Divido uma história pessoal que ilustra esse comportamento típico dos cientistas geocentricos da idade média e mostra como os vieses cognitivos são comuns em grandes organizações e em todos os tipos de posições.
A unidade de negócios estava passando por dificuldades. A raiz do problema tinha sido diagnosticada pelo time e era bastante complicada de resolver: envolveria um sério comprometimento de tempo e recursos. Para garantir que a decisão correta fosse tomada, a alta liderança criou um taskforce dedicado para analisar inúmeras fontes de dados. A primeira conclusão reforçou a percepção de que a única soluçao seria realmente traumática.
Com a dificuldade natural de aceitar a má notícia, a decisão foi de analisar de novo e de novo! Talvez indo mais a fundo, com mais detalhe, com quebras e mais quebras da base de dados, a conclusão fosse outra. Não foi. Mais e mais tempo ia sendo dedicado aquela análise, sempre reforçando a péssima notícia!
E como aquele paciente que recusa a aceitar que tem uma doença, a empresa continuava buscando diagnósticos mais e mais profundos ao invés de endereçar o problema.
No fim, a conclusão foi de que a forma como a empresa analisava o problema deveria estar errada (tudo para nao aceitar a má notícia). Um grupo (mais parecido com um batalhão) de consultores externos foi chamado e após meses de projeto chegaram à mesma conclusão que havia sido apresentada desde sempre pelo time local.
Imagino que você também tenha vivido as suas histórias do tipo e agradeço se as dividir comigo. Entrar em um processo analítico já sabendo as respostas que se quer ter ao final delas é perigosíssimo e nunca termina bem.
Em uma posição de liderança é muito fácil “forçar” a sua ideia sobre o seu time, mesmo que inconscientemente. As pessoas querem agradar seus superiores, o que é algo extremamente natural. E quando elas percebem que discordar é igual a desagradar elas passam a simplesmente ecoar o que a organização quer ouvir.
Estamos todos sujeitos a esses vieses que são inerentes aos seres humanos e reprogramá-los é doloroso e requer muito talento, muito treinamento, muita inteligência emocional e controle sob o ego.
Mas o esforço vale a pena e nao faltam exemplos. No ultracompetitivo mundo do mercado financeiro, Ray Dalio do Bridgewater Associates é considerado um pioneiro no uso de big data e machine learning, mas é igualmente obcecado pelo fator humano, inovando também em estilos de gestão que permitem criar uma organização verdadeiramente voltada ao que chama de meritocracia de idéias, minimizando o impacto de política organizacional e vieses. Nem mesmo a sua opinião como fundador é mais forte do que o sistema de princípios que a organização aplica na tomada de decisão. O resultado dessa combinação é o um dos maiores hedge funds do mundo com 140 bilhões de dólares em gestão.

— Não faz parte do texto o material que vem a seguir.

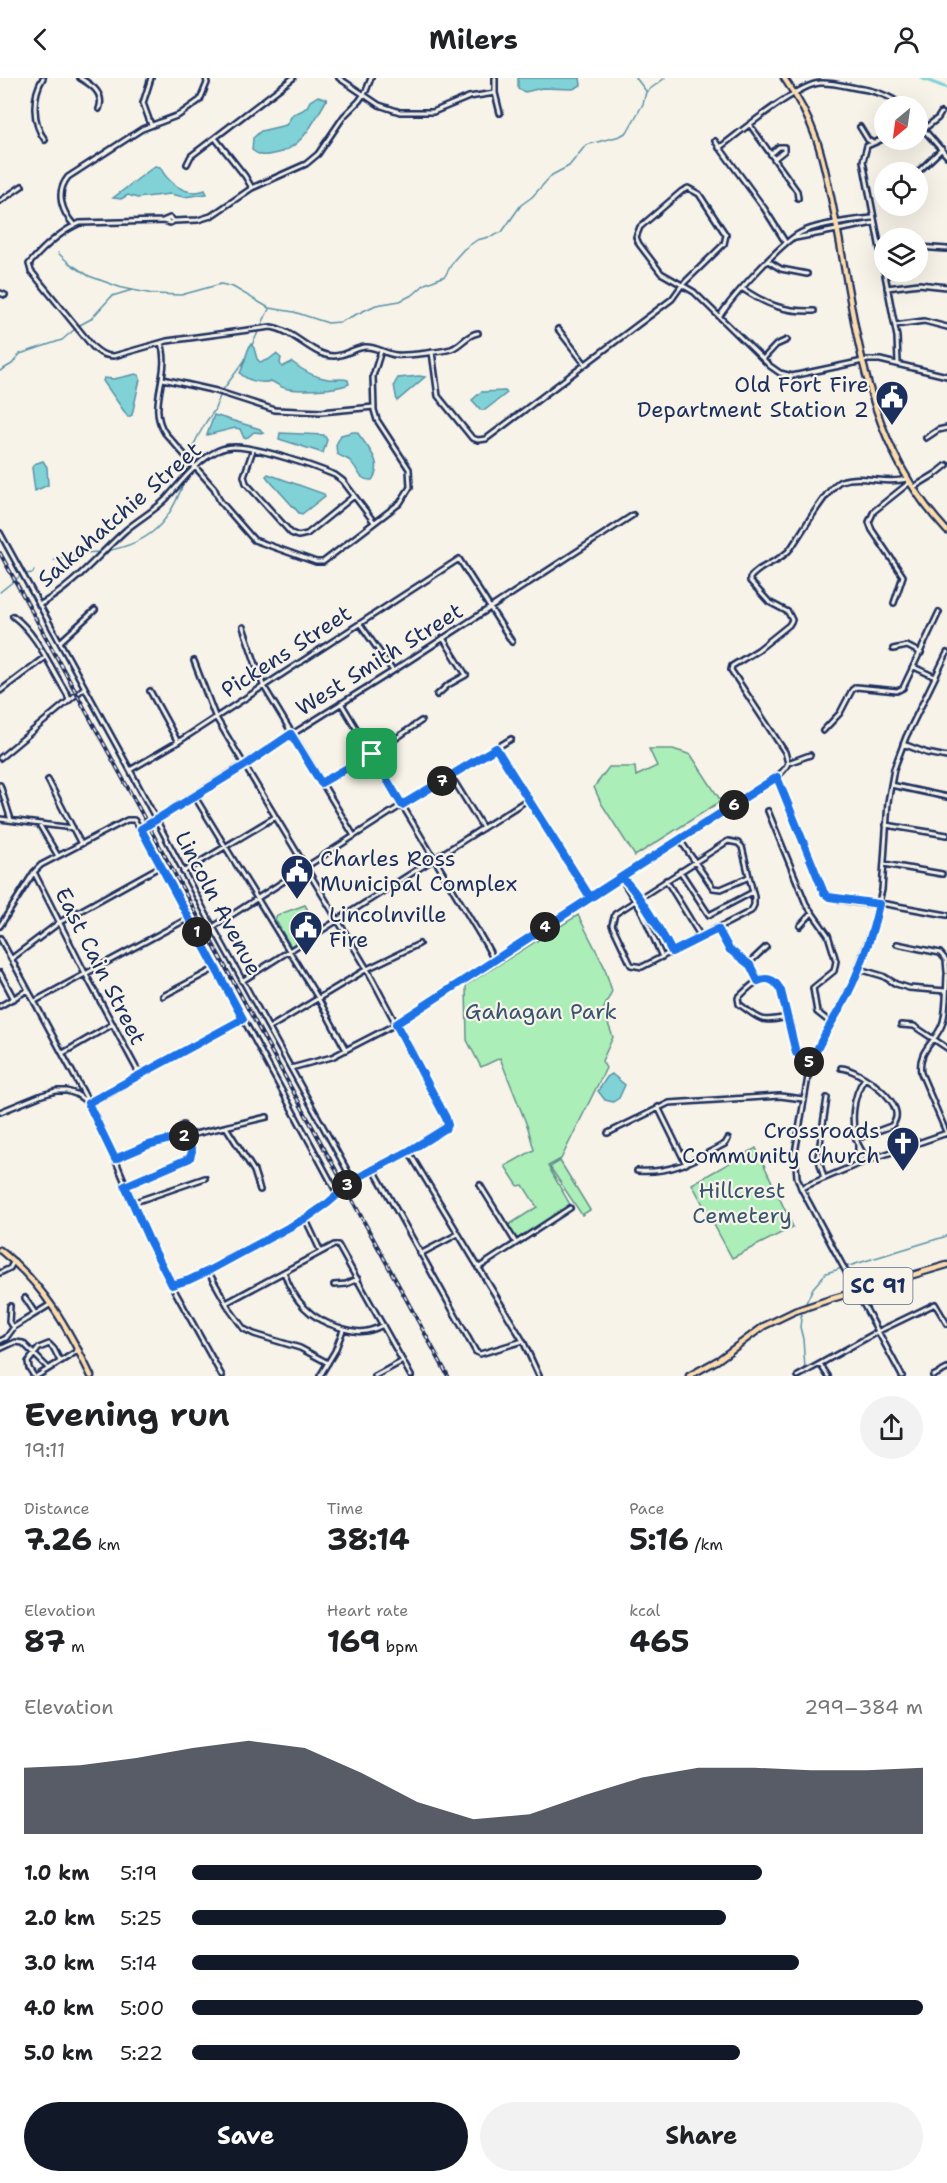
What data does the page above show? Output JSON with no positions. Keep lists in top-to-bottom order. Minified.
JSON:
{"streets":{"main road":["SC 91"],"street":["Salkahatchie Street","Pickens Street","West Smith Street","Lincoln Avenue","East Cain Street"]},"crossings":[["Salkahatchie Street","Lincoln Avenue"],["Pickens Street","West Smith Street"],["Pickens Street","Lincoln Avenue"],["West Smith Street","Lincoln Avenue"]],"parks":["Gahagan Park","Hillcrest Cemetery"],"places":{"public building":["Old Fort Fire Department Station 2","Charles Ross Municipal Complex","Lincolnville Fire"],"church":["Crossroads Community Church"]},"north":"bottom left","page":{"header":"Milers","pins":["7","6","4","1","5","2","3"],"heading":["Evening run","19:11"],"stats":[["Distance","7.26 km"],["Time","38:14"],["Pace","5:16 /km"],["Elevation","87 m"],["Heart rate","169 bpm"],["kcal","465"]],"chart":["Elevation","299–384 m"],"list":[{"name":"1.0 km","note":"5:19"},{"name":"2.0 km","note":"5:25"},{"name":"3.0 km","note":"5:14"},{"name":"4.0 km","note":"5:00"},{"name":"5.0 km","note":"5:22"}],"buttons":["Save","Share"]}}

Infelizmente, em sua grande maioria, organizações ainda tratam a revolução digital e o data science como simplesmente questão de zeros e uns. Elas fazem uma grande quantidade de investimentos para elevar a sua disciplina de data science que são, claro, extremamente válidos. Mas, compare esses esforços com a quantidade de energia investida para ensinar pessoas a tomarem decisões imparciais e aprender a gerenciar os próprios vieses.
No caminho para se transformar em uma empresa data driven, pense sim nas ferramentas, servidores, e talento técnico. Mas pense igualmente em cultura organizacional, treinamento e liderança. Quem nao o fizer, vai ter pouco espaço na economia do século 21.